🤖 AI Summary
This study addresses the prediction of first-time homelessness among U.S. veterans to enable early intervention. Leveraging electronic health records (EHR) from 4.27 million veterans, we developed models that integrate both static and time-varying risk factors, encompassing clinical, social, and behavioral features. We employed classical machine learning approaches alongside Transformer-based masked language models and fine-tuned large language models to capture longitudinal patterns in the data. The incorporation of time-varying social risk factors substantially improved predictive performance, yielding positive predictive values of 11.65–13.80% within the top 1% highest-risk individuals over a 12-month horizon and enhancing PR-AUC by 15–30%. Notably, model performance was more equitable across racial groups, effectively identifying actionable targets for preventive interventions.
📝 Abstract
Homelessness among US veterans remains a critical public health challenge, yet risk prediction offers a pathway for proactive intervention. In this retrospective prognostic study, we analyzed electronic health record (EHR) data from 4,276,403 Veterans Affairs patients during a 2016 observation period to predict first-episode homelessness occurring 3-12 months later in 2017 (prevalence: 0.32-1.19%).
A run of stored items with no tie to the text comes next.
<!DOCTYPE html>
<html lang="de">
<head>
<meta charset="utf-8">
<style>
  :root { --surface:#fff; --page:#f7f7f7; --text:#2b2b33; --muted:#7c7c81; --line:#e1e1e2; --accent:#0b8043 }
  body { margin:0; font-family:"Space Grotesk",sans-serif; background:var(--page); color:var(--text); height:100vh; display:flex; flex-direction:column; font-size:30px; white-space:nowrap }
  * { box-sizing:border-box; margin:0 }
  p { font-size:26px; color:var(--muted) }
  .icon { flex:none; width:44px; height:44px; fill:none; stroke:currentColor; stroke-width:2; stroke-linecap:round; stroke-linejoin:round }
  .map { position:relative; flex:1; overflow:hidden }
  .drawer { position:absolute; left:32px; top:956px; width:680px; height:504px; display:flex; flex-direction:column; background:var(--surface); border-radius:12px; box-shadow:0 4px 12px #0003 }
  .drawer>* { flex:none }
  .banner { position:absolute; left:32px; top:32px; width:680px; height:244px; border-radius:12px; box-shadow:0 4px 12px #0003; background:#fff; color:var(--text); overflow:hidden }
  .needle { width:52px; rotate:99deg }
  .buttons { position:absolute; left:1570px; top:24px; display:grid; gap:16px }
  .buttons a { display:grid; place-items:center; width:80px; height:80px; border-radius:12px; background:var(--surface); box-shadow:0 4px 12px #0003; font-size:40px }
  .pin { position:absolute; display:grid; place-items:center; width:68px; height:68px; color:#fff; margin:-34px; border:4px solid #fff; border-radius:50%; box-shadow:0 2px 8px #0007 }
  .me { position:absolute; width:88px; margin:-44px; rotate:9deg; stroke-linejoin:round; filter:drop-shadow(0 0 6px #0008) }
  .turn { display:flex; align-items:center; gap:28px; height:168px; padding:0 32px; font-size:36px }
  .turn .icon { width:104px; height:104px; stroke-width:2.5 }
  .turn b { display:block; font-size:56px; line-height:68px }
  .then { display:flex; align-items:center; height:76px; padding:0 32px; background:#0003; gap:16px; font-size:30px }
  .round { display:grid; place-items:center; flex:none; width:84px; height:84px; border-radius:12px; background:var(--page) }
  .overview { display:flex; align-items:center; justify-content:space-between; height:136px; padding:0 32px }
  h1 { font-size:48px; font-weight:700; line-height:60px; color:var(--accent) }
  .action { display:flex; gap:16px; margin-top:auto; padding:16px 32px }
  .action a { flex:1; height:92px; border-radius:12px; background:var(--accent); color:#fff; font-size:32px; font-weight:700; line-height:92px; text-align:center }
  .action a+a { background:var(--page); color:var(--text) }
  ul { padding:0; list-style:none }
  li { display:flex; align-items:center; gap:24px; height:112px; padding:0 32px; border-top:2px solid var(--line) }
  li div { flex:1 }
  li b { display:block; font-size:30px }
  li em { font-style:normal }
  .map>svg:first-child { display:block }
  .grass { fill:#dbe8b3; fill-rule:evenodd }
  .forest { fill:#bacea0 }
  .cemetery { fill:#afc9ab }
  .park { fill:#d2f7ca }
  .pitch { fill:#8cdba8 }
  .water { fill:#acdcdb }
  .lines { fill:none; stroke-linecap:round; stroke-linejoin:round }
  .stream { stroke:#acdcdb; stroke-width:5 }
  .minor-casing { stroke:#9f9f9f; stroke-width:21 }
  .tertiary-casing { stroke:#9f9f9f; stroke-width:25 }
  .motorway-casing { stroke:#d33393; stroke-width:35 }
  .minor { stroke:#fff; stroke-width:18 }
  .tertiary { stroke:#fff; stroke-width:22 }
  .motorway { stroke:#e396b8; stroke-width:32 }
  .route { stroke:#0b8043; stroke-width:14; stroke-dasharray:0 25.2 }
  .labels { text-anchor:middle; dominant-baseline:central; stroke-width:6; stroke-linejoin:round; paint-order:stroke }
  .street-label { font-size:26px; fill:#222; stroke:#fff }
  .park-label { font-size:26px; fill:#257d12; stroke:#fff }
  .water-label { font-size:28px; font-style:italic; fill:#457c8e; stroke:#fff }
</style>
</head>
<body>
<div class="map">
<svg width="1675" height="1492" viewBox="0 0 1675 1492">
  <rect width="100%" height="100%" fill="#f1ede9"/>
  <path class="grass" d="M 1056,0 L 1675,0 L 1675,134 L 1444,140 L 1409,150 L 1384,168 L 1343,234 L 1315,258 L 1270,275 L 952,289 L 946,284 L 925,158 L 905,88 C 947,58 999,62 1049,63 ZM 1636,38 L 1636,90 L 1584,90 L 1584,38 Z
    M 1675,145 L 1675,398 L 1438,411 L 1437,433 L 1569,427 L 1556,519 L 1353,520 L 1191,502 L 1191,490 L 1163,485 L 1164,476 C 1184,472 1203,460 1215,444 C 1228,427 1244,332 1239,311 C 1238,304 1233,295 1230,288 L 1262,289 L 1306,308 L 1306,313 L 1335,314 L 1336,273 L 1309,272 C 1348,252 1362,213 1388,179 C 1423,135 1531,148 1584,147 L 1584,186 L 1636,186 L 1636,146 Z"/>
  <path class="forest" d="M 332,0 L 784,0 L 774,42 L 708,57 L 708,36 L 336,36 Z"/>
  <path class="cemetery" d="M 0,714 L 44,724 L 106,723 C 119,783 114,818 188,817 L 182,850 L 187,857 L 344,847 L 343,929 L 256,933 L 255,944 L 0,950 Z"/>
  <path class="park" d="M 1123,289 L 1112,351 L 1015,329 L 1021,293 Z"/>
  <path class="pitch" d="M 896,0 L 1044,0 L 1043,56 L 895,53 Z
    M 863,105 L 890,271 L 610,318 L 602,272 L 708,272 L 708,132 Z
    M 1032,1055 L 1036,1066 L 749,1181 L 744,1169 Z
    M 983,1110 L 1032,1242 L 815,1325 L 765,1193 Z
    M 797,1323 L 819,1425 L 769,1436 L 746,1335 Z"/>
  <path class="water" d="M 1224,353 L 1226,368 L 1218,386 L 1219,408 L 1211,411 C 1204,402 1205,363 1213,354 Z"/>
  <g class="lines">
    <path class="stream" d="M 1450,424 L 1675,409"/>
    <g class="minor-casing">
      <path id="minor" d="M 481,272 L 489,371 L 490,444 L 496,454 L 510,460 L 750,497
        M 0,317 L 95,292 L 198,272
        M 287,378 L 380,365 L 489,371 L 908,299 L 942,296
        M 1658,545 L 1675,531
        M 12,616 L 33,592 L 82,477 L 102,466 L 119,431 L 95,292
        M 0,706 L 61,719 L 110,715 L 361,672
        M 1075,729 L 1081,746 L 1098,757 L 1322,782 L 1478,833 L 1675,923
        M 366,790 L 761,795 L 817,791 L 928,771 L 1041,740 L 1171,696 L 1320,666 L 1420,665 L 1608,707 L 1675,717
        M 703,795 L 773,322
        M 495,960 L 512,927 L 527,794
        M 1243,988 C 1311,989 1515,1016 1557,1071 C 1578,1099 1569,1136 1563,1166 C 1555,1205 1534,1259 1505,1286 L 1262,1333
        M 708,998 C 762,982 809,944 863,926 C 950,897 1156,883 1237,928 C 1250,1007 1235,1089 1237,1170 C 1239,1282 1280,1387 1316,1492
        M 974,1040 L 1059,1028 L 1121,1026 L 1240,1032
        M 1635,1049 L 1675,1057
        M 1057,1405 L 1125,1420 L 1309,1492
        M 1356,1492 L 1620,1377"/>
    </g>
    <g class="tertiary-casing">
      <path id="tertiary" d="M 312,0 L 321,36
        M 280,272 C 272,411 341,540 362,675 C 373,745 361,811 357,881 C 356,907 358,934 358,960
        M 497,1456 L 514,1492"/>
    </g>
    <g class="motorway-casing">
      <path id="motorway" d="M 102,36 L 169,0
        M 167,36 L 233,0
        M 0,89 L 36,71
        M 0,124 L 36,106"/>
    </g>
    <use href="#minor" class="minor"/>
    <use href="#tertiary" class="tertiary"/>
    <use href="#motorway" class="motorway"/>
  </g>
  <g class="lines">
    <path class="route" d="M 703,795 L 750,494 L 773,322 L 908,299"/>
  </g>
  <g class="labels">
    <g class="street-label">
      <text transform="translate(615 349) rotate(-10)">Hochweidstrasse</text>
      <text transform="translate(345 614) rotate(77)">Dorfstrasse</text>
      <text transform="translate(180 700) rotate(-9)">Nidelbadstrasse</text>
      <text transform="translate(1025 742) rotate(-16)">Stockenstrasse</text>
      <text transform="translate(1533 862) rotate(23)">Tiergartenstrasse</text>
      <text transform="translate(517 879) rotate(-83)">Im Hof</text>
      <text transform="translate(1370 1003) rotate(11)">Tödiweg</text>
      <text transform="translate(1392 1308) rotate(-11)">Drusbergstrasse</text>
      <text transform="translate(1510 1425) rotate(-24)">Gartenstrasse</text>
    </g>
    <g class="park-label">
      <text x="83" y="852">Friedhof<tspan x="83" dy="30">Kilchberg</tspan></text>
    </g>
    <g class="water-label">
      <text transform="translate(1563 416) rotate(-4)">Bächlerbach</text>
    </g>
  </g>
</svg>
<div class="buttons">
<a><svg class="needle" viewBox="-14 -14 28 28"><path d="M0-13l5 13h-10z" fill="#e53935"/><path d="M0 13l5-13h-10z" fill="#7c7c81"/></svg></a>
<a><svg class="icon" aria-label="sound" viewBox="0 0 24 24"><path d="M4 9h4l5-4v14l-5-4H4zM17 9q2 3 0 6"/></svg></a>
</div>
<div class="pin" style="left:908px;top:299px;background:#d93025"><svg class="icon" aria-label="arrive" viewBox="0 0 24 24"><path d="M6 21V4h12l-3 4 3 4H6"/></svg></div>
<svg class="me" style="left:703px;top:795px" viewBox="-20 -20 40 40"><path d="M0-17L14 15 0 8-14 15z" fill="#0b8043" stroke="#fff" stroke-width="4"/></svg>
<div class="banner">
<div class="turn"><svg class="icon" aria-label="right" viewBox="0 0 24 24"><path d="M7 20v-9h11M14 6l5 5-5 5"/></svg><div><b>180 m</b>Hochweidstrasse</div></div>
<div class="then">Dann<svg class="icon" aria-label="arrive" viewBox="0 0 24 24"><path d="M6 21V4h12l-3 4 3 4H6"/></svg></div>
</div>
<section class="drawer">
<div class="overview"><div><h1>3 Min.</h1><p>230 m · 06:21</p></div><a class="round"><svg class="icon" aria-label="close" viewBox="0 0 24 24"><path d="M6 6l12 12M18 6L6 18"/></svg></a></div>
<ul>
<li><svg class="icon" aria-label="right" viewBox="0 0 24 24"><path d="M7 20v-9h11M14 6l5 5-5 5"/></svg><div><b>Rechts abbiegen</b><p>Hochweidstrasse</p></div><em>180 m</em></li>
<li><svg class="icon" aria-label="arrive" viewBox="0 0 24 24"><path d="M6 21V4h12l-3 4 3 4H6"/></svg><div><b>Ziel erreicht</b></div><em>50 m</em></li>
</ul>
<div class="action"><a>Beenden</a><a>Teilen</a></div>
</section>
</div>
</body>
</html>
We constructed static and time-varying EHR representations, utilizing clinician-informed logic to model the persistence of clinical conditions and social risks over time. We then compared the performance of classical machine learning, transformer-based masked language models, and fine-tuned large language models (LLMs). We demonstrate that incorporating social and behavioral factors into longitudinal models improved precision-recall area under the curve (PR-AUC) by 15-30%. In the top 1% risk tier, models yielded positive predictive values ranging from 3.93-4.72% at 3 months, 7.39-8.30% at 6 months, 9.84-11.41% at 9 months, and 11.65-13.80% at 12 months across model architectures. Large language models underperformed encoder-based models on discrimination but showed smaller performance disparities across racial groups. These results demonstrate that longitudinal, socially informed EHR modeling concentrates homelessness risk into actionable strata, enabling targeted and data-informed prevention strategies for at-risk veterans.